NINGUÉM está livre de algum erro. O erro é tão natural que a gente diz ‘errar é humano’ e o letrado acrescenta ‘permanecer no erro é diabólico’. Todos nós, indistintamente, erramos. Uns erram mais e outros menos. Não há vitória sem possível erro. O erro faz parte do sucesso. Que bom seria sempre acertar da primeira vez. A vida é cheia de surpresas e nem sempre a gente está preparado para as surpresas da vida. Elas simplesmente acontecem. Há surpresas boas e más. Dificil é afastar sempre as más. Quando se pensa que tudo está bem, algo acontece e compromete a retidão dos fatos. É a hora da luta para inverter as situações. Que bom seria se todas as decisões conduzissem à reversão dos erros, grandes ou pequenos, solenes ou corriqueiros, possíveis ou quase impossíveis, previstos ou quase imprevistos, atuais ou quase atuais, profundos ou superficiais, não queridos, chocantes, vergonhosos.
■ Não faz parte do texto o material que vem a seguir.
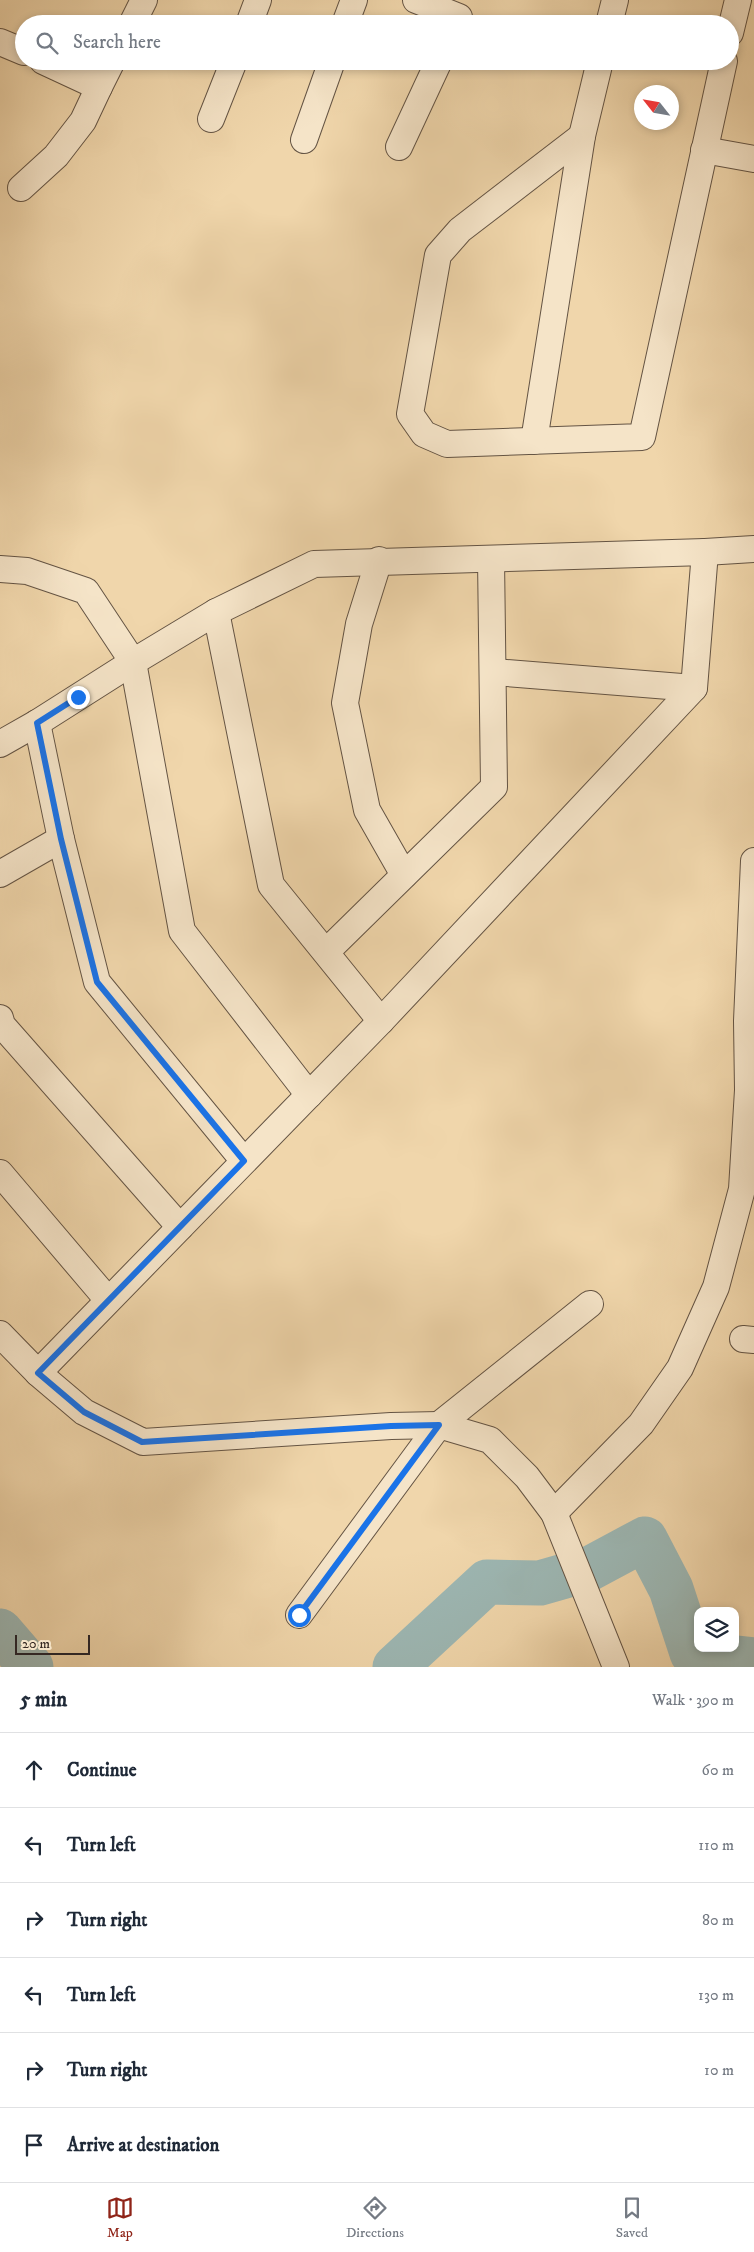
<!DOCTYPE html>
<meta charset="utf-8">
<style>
body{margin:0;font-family:"IM FELL DW Pica",serif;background:#f6f6f7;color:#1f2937}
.controls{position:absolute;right:15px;bottom:15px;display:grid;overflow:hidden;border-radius:10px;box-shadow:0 2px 8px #0003}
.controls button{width:45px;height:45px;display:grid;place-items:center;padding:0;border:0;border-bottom:1px solid #e0e1e3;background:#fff;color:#1f2937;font:25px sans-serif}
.compass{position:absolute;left:634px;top:85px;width:45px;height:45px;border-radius:50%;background:#fff;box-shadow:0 2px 8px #0003;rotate:301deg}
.scale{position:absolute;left:15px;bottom:12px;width:75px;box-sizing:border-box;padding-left:5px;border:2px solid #352822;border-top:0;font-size:14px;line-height:18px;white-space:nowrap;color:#352822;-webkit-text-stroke:4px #f5e4c8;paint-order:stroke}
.stop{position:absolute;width:15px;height:15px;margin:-11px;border:4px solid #1a73e8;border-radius:50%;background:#fff}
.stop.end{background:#1a73e8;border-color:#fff;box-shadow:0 1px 5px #0008}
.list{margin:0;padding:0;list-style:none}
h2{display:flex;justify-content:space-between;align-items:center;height:65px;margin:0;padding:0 20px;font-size:21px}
h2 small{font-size:16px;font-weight:400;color:#747a83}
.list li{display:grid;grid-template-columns:32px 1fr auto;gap:15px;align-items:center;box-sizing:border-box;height:75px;padding:0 20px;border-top:1px solid #e0e1e3}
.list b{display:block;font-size:19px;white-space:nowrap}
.list em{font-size:16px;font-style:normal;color:#747a83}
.icon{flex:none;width:28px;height:28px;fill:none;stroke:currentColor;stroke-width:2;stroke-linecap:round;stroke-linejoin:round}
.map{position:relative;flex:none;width:754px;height:1667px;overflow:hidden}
.search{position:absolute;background:#fff;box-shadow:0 2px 8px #0003;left:15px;right:15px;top:15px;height:55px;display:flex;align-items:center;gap:12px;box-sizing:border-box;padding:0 18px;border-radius:28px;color:#747a83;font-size:19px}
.sheet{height:515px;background:#fff}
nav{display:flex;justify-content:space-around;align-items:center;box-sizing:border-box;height:70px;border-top:1px solid #e0e1e3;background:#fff;font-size:14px;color:#747a83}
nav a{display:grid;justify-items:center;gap:2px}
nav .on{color:#8f2418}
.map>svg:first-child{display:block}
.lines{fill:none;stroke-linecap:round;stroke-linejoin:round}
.river{stroke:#9db7b3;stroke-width:45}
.street-casing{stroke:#645444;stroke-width:28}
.street{stroke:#f5e4c8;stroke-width:26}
.route{stroke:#1a73e8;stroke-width:6}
</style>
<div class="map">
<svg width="754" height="1667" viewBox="0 0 754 1667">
<rect width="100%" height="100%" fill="#f0d6ab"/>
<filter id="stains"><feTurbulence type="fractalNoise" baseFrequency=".004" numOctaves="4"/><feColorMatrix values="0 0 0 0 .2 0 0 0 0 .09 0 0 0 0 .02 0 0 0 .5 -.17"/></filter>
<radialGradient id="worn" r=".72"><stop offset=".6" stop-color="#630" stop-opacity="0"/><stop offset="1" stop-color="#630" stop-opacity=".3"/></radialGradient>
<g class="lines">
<g class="river">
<polyline points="0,1631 31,1667"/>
<polyline points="395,1667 487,1582 540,1583 589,1569 645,1539 671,1589 692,1653 754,1660"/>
</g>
<g class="street-casing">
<g id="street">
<polyline points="416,0 459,17"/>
<polyline points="132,24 144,0"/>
<polyline points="249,24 258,0"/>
<polyline points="345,24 354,0"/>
<polyline points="609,24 615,0"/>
<polyline points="730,33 738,0"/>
<polyline points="0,42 24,52"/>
<polyline points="43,61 99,87 112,61"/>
<polyline points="211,119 234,61"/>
<polyline points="582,136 460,230 438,255 410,414 424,434 447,444 642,437 724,61"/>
<polyline points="304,140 332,61"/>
<polyline points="399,147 439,61"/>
<polyline points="704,150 754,159"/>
<polyline points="21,188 56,156 83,121 99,87"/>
<polyline points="534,441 582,136 600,61"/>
<polyline points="705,552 754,549"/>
<polyline points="379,560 359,624 345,703 367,810 404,875"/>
<polyline points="0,569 27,571 86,591 133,662 182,931 309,1095"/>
<polyline points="216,612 271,885 381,1021"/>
<polyline points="494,672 694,688"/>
<polyline points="37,723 61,839 97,982 244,1161"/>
<polyline points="0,744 37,723 133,662 216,612 314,564 705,552 694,688 381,1021 38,1373"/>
<polyline points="0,874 61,839"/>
<polyline points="326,952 494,787 491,559"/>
<polyline points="0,1018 2,1025 180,1227"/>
<polyline points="0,1173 108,1300"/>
<polyline points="0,1334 38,1373 84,1412 143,1442 391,1426 439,1425 490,1440 527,1477 554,1513 616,1667"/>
<polyline points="743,1339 754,1340"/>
<polyline points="554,1513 641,1424 680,1368 716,1287 742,1189 748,1090 747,1021 754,861"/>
<polyline points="299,1615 439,1425 590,1304"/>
</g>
</g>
<use href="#street" class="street"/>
</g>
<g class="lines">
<polyline class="route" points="78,697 37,723 61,839 97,982 244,1161 38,1373 84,1412 142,1442 391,1426 439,1425 299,1615"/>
</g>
<rect width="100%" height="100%" filter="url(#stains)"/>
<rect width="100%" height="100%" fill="url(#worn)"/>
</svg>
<div class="controls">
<button><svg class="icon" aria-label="layers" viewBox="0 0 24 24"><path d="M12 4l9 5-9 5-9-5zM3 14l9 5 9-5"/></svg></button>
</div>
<svg class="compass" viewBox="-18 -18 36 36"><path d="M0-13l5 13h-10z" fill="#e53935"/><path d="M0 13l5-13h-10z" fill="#747a83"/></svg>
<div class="scale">20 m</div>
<div class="stop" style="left:299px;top:1615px"></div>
<div class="stop end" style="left:78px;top:697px"></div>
<div class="search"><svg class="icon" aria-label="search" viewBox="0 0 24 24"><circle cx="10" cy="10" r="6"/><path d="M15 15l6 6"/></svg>Search here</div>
</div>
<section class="sheet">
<h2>5 min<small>Walk · 390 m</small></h2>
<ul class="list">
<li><svg class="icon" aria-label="ahead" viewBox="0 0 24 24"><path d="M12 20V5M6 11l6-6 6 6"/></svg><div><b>Continue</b></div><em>60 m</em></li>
<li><svg class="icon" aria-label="left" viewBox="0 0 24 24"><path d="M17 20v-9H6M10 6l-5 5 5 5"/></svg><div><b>Turn left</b></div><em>110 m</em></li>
<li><svg class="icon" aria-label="right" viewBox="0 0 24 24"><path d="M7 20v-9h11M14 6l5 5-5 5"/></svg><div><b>Turn right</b></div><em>80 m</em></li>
<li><svg class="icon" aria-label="left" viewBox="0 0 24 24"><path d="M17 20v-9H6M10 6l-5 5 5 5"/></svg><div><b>Turn left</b></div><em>130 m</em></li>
<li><svg class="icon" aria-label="right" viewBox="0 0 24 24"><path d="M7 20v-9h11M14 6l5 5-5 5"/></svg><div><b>Turn right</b></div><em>10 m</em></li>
<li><svg class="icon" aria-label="arrive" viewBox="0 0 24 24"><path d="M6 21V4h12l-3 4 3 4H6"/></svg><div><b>Arrive at destination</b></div></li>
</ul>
</section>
<nav>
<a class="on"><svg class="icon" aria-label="map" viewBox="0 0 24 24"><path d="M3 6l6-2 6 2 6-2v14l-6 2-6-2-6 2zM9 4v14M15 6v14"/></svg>Map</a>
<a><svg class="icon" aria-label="directions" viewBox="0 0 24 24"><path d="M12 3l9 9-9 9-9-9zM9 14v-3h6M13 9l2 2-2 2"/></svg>Directions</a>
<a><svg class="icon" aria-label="saved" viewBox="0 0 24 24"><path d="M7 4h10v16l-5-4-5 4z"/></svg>Saved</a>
</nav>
QUE FEIO eu fiz. Comprei e não posso pagar, falei e não posso desmentir, briguei e não sei pedir desculpa, comprometi e não posso realizar, fiz e não posso sustentar, assumi e não posso cumprir, contratei e não posso efetivar, uni-me e não posso ficar, fico e não posso continuar, amarrei-me e não posso desatar-me, arrisquei-me e não posso sustentar, difamei e não posso retratar-me, feri e não posso curar, desafiei e não posso lutar, comprometi-me e não posso cumprir, fiz e não posso sustentar, encomendei e não posso confirmar, aceitei e não posso cumprir, quis renegar-me, mas perdi a força, tentei, mas fraquejei. Que fazer?

Que vergonha, meu Deus! É o reconhecimento de quem já se acha vencido. É possível, mas não é verdade. Onde há erro é possível correção. Difícil mesmo é encontrar o meio exato para a correção. No fundo, bem no fundo, está a vontade de superar, está a vontade de superar, está a esperança. E, isto é muito importante. É preciso virar a mesa do erro. Muitas vezes o erro é anúncio próximo de um grande acerto. Não se pode acomodar no erro. Ele é humano e como tal, passível de correção, de revisão, de reformulação, de negociação, de perdão, de solução enfim.

O que mais se precisa é cabeça fria, raciocínio, coragem, força de vontade, luta, trabalho, esperança, confiança e fé… É preciso querer verdadeiramente. O perdão e a tolerância, afirma o Papa Francisco, ‘são caminhos para a paz e a harmonia de cada um de nós e de todo mundo. Fazer muros não é a solução. Já vimos um cair no século passado. Não resolve nada. Devemos fazer pontes. Mas, elas se fazem com inteligência, com diálogo, com integração. A Europa, o mundo, as nações, as pessoas, os Chefes de Estado, os Governos precisam fazer uma política de acolhimento e integração, de crescimento, de trabalho, de reforma da economia’.

NÃO PODEMOS aceitar uma ‘cultura de descarte’, como tem feito Vladimir Putin, contra toda expectativa mundial, destruindo uma pequena nação e aniquilando seu Povo e seus Bens. A Ucrânia está arrasada pela insensatez de um carrasco, em nome de um poder absoluto, superarmado e covarde!”

João de Carvalho tem 89 anos, é morador de Itabirito, natural de São João del Rei, no Campo das Vertentes, e é formado em Direito e Letras.